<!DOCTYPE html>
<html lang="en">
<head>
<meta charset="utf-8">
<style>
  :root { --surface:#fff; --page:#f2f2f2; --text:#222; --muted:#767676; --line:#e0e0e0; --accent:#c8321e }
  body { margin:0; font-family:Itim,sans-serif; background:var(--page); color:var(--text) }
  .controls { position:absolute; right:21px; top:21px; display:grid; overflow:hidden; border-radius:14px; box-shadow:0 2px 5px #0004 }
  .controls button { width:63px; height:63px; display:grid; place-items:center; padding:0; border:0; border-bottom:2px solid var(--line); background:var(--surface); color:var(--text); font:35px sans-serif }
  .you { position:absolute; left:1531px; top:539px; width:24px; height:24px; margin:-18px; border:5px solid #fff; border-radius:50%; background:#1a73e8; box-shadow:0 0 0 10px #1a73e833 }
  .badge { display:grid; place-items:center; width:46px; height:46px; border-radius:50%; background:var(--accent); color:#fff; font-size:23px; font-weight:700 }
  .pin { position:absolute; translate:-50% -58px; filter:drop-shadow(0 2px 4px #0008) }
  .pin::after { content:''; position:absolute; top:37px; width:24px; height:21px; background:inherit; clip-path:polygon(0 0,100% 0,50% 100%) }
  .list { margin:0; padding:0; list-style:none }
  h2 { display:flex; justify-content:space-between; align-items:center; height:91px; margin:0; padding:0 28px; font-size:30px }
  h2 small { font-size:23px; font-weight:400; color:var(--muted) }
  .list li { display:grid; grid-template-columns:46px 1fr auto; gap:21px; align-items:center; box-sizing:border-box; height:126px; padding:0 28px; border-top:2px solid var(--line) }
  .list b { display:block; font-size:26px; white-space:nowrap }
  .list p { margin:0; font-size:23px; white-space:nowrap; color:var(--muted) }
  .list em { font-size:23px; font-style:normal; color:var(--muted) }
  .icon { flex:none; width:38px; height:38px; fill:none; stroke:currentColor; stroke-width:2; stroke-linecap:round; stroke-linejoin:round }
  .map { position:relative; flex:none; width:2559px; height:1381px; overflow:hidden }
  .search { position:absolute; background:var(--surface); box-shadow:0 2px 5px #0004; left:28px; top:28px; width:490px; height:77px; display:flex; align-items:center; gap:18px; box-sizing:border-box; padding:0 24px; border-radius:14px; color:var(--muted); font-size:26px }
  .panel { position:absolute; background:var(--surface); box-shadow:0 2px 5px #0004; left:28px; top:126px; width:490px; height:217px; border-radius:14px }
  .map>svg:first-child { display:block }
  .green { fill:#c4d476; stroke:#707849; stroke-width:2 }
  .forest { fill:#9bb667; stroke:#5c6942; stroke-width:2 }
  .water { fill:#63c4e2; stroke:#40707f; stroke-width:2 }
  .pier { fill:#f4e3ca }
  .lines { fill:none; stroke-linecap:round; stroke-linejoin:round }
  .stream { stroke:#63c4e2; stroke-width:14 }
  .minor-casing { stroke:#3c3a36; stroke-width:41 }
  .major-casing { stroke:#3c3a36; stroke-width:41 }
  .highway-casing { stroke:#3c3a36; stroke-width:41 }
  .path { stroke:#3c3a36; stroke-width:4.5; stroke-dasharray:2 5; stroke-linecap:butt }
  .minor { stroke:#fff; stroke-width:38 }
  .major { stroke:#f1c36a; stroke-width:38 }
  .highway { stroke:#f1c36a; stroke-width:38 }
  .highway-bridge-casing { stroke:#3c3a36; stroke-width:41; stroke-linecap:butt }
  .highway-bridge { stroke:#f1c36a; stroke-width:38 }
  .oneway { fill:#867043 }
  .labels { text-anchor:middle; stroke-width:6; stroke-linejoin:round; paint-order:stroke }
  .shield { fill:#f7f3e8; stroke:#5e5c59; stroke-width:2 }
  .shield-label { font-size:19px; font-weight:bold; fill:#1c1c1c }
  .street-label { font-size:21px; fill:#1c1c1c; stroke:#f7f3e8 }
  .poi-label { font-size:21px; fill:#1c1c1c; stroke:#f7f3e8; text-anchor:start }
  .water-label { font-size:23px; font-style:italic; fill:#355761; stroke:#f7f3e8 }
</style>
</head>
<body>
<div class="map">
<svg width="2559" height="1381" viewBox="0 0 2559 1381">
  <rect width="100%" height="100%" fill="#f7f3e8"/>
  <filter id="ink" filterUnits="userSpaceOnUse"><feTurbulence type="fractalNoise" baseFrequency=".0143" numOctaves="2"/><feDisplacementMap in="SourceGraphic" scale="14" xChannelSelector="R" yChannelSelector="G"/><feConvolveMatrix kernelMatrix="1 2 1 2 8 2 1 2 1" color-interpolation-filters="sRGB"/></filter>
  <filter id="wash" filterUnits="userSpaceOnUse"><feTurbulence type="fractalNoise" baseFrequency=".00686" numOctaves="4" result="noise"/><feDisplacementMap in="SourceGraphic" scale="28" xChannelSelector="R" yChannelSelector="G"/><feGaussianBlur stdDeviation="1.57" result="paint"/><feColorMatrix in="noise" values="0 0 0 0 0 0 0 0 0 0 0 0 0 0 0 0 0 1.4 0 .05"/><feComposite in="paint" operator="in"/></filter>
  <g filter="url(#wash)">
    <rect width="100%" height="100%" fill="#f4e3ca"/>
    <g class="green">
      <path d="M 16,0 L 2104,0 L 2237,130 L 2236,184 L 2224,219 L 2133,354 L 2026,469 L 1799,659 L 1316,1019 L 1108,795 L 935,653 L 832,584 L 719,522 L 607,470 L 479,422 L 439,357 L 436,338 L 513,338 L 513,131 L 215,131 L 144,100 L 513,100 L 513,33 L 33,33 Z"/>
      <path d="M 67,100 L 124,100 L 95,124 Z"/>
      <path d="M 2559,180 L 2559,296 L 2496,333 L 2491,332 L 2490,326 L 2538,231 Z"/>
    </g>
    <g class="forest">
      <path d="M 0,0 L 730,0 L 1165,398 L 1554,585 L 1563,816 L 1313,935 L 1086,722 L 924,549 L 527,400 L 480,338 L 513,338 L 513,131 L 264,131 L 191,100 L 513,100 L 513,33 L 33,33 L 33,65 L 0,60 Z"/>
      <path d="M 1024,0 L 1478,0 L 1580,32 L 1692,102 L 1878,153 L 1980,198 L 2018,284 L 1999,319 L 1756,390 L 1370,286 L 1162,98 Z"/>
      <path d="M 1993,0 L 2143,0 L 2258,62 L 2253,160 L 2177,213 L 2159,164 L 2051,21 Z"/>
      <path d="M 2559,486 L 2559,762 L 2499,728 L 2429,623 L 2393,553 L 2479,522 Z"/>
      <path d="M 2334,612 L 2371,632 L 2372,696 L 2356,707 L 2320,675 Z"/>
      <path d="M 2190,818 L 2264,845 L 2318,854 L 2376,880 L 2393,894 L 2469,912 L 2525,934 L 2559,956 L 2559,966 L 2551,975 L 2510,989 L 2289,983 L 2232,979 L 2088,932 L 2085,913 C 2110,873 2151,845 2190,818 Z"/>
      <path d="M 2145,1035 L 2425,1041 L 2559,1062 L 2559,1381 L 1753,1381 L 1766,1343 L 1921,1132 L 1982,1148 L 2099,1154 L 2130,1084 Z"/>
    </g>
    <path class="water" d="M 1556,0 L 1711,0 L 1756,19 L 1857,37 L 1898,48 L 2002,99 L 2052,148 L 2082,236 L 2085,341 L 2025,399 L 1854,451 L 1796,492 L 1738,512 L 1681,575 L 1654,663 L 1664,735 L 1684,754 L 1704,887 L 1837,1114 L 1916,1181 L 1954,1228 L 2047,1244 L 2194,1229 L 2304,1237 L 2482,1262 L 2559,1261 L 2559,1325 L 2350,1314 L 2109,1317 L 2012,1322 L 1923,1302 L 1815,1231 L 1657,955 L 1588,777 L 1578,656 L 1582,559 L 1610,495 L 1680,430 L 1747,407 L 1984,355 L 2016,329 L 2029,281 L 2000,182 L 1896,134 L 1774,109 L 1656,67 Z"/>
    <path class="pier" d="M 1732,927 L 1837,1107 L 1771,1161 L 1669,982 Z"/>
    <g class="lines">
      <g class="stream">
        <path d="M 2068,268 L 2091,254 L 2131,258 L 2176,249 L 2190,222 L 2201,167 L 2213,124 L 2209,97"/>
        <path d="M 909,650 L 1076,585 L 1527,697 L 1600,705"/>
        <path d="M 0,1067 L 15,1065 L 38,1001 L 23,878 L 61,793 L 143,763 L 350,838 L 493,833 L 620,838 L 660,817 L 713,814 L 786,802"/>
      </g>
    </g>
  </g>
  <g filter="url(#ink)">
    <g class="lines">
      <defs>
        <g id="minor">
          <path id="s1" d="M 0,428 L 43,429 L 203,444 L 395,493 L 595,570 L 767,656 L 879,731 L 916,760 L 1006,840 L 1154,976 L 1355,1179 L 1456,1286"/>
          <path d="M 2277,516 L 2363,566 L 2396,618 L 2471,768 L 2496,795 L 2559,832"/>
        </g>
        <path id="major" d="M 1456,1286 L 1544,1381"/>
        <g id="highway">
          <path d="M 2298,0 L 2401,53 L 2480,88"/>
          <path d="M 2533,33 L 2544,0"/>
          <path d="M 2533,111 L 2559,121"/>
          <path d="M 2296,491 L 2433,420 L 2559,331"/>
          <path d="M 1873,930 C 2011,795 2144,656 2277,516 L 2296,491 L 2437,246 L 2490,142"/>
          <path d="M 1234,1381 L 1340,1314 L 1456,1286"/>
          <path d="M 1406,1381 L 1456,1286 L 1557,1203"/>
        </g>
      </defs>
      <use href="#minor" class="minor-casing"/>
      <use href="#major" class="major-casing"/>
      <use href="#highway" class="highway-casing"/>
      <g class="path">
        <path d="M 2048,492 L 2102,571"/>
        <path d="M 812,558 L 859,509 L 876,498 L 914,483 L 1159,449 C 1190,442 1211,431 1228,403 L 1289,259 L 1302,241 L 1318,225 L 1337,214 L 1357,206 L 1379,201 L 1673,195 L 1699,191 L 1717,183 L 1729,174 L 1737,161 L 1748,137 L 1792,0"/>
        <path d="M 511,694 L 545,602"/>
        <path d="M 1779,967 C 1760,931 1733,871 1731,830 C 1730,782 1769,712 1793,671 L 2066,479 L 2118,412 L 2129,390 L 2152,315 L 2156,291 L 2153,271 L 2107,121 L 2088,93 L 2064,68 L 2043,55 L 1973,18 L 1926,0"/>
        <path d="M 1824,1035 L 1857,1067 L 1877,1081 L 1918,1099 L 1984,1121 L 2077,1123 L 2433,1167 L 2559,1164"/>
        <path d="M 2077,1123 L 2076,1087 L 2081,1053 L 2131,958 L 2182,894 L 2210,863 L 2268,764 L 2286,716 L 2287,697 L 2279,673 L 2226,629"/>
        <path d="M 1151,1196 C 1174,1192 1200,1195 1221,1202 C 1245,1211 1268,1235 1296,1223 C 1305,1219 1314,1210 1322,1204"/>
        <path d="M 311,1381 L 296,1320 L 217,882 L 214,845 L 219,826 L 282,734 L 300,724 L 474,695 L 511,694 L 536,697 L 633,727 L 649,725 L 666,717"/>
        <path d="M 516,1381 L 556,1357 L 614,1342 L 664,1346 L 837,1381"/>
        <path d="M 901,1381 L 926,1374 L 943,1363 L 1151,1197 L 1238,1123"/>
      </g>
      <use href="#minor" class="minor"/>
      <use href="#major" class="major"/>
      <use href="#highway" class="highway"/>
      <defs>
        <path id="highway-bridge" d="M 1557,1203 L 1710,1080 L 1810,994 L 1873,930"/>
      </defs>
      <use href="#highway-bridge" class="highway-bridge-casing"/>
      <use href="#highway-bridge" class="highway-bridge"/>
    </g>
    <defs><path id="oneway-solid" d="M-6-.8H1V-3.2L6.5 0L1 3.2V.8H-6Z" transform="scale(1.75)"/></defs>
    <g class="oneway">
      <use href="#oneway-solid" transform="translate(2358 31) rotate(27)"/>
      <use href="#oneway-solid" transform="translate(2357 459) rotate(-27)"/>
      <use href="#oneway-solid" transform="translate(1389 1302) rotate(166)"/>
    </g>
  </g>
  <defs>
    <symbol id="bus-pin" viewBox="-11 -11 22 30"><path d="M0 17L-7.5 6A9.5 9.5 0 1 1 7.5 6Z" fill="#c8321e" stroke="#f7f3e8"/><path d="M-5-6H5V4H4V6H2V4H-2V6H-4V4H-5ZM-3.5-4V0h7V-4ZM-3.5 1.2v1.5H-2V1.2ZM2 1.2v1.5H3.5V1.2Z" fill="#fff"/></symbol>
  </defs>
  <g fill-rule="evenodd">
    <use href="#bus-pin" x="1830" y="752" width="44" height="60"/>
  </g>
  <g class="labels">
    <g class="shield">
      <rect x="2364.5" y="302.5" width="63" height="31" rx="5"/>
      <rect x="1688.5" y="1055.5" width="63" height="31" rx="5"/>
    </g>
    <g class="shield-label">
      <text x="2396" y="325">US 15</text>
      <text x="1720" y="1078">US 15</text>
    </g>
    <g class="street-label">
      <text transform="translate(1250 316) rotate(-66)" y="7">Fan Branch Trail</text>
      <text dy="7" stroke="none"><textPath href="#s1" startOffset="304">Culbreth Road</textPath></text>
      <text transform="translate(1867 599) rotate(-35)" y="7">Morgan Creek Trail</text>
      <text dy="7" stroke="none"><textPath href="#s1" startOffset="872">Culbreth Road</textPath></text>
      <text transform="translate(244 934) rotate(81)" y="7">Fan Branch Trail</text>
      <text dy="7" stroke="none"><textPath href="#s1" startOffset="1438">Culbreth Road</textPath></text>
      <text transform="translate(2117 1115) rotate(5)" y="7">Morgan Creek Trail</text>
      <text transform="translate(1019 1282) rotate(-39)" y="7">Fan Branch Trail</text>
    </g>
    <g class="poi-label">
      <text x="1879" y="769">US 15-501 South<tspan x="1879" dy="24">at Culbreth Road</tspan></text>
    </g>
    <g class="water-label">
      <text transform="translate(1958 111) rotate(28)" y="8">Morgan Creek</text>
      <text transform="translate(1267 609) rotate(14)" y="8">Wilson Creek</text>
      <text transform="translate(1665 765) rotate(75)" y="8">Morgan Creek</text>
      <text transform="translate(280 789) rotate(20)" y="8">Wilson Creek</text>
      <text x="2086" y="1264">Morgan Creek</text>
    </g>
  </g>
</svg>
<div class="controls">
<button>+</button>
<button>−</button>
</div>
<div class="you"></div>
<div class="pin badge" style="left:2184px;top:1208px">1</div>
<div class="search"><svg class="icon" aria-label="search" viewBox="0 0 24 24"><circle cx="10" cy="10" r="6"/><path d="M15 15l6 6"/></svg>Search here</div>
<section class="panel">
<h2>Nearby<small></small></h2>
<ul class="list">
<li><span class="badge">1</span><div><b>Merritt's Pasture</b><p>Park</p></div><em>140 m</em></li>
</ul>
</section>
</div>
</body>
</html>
------------------------------------------------
◆ Required work
Reproduce exactly the stretch of the material above that starts at the line with "fill:#f7f3e8; stroke:#5e5c59; stroke-width:2" and ends at the line with "1993,0 L 2143,0", both included, and nothing else.

◆ Answer to the problem
  .shield { fill:#f7f3e8; stroke:#5e5c59; stroke-width:2 }
  .shield-label { font-size:19px; font-weight:bold; fill:#1c1c1c }
  .street-label { font-size:21px; fill:#1c1c1c; stroke:#f7f3e8 }
  .poi-label { font-size:21px; fill:#1c1c1c; stroke:#f7f3e8; text-anchor:start }
  .water-label { font-size:23px; font-style:italic; fill:#355761; stroke:#f7f3e8 }
</style>
</head>
<body>
<div class="map">
<svg width="2559" height="1381" viewBox="0 0 2559 1381">
  <rect width="100%" height="100%" fill="#f7f3e8"/>
  <filter id="ink" filterUnits="userSpaceOnUse"><feTurbulence type="fractalNoise" baseFrequency=".0143" numOctaves="2"/><feDisplacementMap in="SourceGraphic" scale="14" xChannelSelector="R" yChannelSelector="G"/><feConvolveMatrix kernelMatrix="1 2 1 2 8 2 1 2 1" color-interpolation-filters="sRGB"/></filter>
  <filter id="wash" filterUnits="userSpaceOnUse"><feTurbulence type="fractalNoise" baseFrequency=".00686" numOctaves="4" result="noise"/><feDisplacementMap in="SourceGraphic" scale="28" xChannelSelector="R" yChannelSelector="G"/><feGaussianBlur stdDeviation="1.57" result="paint"/><feColorMatrix in="noise" values="0 0 0 0 0 0 0 0 0 0 0 0 0 0 0 0 0 1.4 0 .05"/><feComposite in="paint" operator="in"/></filter>
  <g filter="url(#wash)">
    <rect width="100%" height="100%" fill="#f4e3ca"/>
    <g class="green">
      <path d="M 16,0 L 2104,0 L 2237,130 L 2236,184 L 2224,219 L 2133,354 L 2026,469 L 1799,659 L 1316,1019 L 1108,795 L 935,653 L 832,584 L 719,522 L 607,470 L 479,422 L 439,357 L 436,338 L 513,338 L 513,131 L 215,131 L 144,100 L 513,100 L 513,33 L 33,33 Z"/>
      <path d="M 67,100 L 124,100 L 95,124 Z"/>
      <path d="M 2559,180 L 2559,296 L 2496,333 L 2491,332 L 2490,326 L 2538,231 Z"/>
    </g>
    <g class="forest">
      <path d="M 0,0 L 730,0 L 1165,398 L 1554,585 L 1563,816 L 1313,935 L 1086,722 L 924,549 L 527,400 L 480,338 L 513,338 L 513,131 L 264,131 L 191,100 L 513,100 L 513,33 L 33,33 L 33,65 L 0,60 Z"/>
      <path d="M 1024,0 L 1478,0 L 1580,32 L 1692,102 L 1878,153 L 1980,198 L 2018,284 L 1999,319 L 1756,390 L 1370,286 L 1162,98 Z"/>
      <path d="M 1993,0 L 2143,0 L 2258,62 L 2253,160 L 2177,213 L 2159,164 L 2051,21 Z"/>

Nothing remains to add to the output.